Ferhat Akbas wraca do Azji. Trener od nadchodzącego sezonu reprezentacyjnego będzie prowadził Japonki. – Objęcie dowodzenia tak silną reprezentacją narodową jak Japonia jest dla mnie niezwykle znaczącym doświadczeniem, zarówno zawodowo, jak i osobiście. Mieszkając i pracując wcześniej w Japonii, mam głębokie zrozumienie kultury, etyki pracy i tego, jak ludzie budują relacje. Powrót do tego kraju i zanurzenie się w tym środowisku napełnia mnie ekscytacją, daje mi silną motywację i jasne poczucie celu – przyznał w rozmowie z VolleyNews Ferhat Akbas.
Burzliwy czas w Eczacibasi
Eczacibasi Stambuł zakończyło rywalizację w tureckiej lidze na 3. miejscu. Drużynie prowadzonej przez Ferhata Akbasa nie udało się zdobyć żadnego trofeum. Szkoleniowiec nie dokończył sezonu w Turcji. W połowie marca został nagle zwolniony. – O tym, co wydarzyło się w Eczacibasi, można by tak wiele powiedzieć, ale uważam, że czasami milczenie ma większą wagę niż słowa. Jestem przekonany, że czas zawsze ostatecznie ujawnia prawdę i tak będzie nadal. Dla mnie liczy się tylko świadomość, że dałem z siebie wszystko, każdego dnia, z pasją i oddaniem. Noszę to doświadczenie ze sobą z szacunkiem dla wszystkich, którzy byli jego częścią i ze świadomością, że każdy rozdział życia pozostawia cenną lekcję – skomentował sytuację w rozmowie z VolleyNews Ferhat Akbas.

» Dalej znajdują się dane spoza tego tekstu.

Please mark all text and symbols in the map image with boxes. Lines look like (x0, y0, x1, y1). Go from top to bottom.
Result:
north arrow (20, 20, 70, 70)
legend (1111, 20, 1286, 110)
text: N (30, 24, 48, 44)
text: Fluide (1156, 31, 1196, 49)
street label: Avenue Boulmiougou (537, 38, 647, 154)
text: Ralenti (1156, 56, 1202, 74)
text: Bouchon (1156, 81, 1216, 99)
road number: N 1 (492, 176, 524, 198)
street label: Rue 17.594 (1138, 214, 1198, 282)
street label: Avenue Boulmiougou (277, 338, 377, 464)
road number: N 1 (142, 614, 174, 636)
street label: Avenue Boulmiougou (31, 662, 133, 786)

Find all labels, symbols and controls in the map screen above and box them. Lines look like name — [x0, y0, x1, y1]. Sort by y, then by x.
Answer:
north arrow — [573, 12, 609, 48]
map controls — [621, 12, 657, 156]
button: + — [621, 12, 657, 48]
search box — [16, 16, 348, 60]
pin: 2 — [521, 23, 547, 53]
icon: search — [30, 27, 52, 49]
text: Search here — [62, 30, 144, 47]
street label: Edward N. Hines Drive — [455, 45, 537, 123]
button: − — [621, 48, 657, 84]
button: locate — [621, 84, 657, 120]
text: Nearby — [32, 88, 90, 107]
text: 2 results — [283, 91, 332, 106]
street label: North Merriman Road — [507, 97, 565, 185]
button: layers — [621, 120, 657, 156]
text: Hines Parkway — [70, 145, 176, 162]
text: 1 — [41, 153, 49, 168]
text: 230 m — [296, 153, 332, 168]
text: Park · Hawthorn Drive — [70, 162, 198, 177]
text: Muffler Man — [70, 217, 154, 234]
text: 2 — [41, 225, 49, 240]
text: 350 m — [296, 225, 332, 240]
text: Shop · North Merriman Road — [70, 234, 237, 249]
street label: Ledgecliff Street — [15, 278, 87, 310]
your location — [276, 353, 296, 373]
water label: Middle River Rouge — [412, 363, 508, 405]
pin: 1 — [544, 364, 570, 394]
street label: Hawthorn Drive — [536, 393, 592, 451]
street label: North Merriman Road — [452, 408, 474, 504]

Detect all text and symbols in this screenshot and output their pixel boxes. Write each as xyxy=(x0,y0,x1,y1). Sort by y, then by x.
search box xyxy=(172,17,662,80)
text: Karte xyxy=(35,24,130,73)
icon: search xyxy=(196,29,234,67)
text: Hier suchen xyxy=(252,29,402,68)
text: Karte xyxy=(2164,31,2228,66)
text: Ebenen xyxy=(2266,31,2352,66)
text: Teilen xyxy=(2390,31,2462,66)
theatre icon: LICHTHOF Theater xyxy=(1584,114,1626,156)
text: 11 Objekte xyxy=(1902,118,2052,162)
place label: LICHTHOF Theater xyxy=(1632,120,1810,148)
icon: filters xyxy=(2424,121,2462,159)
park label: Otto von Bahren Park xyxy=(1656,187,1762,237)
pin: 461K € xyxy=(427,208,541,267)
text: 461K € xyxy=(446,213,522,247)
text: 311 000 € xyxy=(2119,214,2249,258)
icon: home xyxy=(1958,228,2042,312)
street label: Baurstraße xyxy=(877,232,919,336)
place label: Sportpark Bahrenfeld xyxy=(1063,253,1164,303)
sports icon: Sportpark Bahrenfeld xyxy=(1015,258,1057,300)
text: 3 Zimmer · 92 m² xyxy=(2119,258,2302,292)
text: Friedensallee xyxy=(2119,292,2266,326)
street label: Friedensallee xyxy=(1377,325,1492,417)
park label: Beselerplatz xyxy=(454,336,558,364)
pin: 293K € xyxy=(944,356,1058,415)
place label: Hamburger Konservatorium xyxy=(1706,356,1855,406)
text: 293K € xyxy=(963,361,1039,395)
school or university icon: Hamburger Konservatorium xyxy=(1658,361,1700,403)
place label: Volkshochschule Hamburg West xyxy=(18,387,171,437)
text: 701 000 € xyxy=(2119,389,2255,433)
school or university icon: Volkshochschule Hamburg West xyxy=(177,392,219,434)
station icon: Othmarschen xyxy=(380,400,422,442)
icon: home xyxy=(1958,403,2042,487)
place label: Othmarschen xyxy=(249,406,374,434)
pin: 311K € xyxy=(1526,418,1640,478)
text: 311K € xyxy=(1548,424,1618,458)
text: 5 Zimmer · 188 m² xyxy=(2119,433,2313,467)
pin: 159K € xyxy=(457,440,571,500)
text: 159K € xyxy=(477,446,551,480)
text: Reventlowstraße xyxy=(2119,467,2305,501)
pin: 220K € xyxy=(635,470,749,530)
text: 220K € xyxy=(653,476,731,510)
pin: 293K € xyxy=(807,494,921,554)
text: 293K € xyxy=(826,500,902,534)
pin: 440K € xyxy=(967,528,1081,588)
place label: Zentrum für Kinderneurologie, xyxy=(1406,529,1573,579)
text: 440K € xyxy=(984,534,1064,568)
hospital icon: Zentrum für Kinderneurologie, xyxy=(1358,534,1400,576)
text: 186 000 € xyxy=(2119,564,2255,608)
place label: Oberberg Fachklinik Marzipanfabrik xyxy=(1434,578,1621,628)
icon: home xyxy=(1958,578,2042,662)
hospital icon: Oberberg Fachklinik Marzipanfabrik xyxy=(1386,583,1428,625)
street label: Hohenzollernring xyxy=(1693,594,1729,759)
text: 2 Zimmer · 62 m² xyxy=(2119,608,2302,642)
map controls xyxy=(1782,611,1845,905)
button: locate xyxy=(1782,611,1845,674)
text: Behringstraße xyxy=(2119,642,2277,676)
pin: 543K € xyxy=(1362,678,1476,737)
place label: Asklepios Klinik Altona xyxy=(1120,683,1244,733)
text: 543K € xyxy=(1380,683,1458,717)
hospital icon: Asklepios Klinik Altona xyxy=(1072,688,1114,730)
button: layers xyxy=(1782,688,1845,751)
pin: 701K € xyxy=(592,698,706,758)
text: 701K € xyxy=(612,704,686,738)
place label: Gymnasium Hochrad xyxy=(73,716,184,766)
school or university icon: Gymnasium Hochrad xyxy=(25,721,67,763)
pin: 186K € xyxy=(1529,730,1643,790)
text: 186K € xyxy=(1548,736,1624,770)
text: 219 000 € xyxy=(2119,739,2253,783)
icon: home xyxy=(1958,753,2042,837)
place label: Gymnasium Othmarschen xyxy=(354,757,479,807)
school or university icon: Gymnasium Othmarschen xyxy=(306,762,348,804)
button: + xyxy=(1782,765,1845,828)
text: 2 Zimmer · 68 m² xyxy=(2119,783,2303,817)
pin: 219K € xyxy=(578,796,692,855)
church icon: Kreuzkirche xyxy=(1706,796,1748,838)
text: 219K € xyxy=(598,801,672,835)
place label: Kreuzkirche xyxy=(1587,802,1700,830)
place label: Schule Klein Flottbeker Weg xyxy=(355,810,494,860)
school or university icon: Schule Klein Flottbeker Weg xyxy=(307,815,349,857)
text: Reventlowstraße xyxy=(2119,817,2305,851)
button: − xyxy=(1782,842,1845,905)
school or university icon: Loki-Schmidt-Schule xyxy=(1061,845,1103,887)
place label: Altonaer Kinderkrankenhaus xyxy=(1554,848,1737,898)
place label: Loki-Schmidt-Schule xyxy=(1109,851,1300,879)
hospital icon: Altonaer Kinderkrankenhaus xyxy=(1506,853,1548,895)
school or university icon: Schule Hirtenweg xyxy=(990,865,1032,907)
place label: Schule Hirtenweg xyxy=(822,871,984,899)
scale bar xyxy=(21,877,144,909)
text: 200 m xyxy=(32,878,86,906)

Już trakcie sezonu szkoleniowiec musiał się mierzyć z negatywnymi komentarzami dotyczącymi swojej pracy. – W Turcji zauważyłem, że krytyka w kontekście sportowym często nie jest wyrażana w zdrowy ani konstruktywny sposób. Reakcje są czasami impulsywne, nieprzemyślane, a tego typu środowisko kończy się coraz większym szkodzeniem naszej siatkówce. Co uważam za jeszcze bardziej niepokojące, to fakt, że niektóre osoby wykorzystują ten klimat dla własnych interesów, zamiast przyczyniać się do jego poprawy. Ważne jest, abyśmy wszyscy rozpoznali ten problem i zdali sobie z niego sprawę. Ja ze swojej strony zawsze staram się skupiać na pracy, zespole i wartościach, w które wierzymy – powiedział.
Misja – Japonia
Teraz szkoleniowiec wraca do siatkówki reprezentacyjnej. Do 2023 roku prowadził Chorwatki. W marcu ogłoszono, że przejmie reprezentację Japonii kobiet. – Objęcie dowodzenia tak silną reprezentacją narodową jak Japonia jest dla mnie niezwykle znaczącym doświadczeniem, zarówno zawodowo, jak i osobiście. Mieszkając i pracując wcześniej w Japonii, mam głębokie zrozumienie kultury, etyki pracy i tego, jak ludzie budują relacje. Powrót do tego kraju i zanurzenie się w tym środowisku napełnia mnie ekscytacją, daje mi silną motywację i jasne poczucie celu – przyznał szkoleniowiec.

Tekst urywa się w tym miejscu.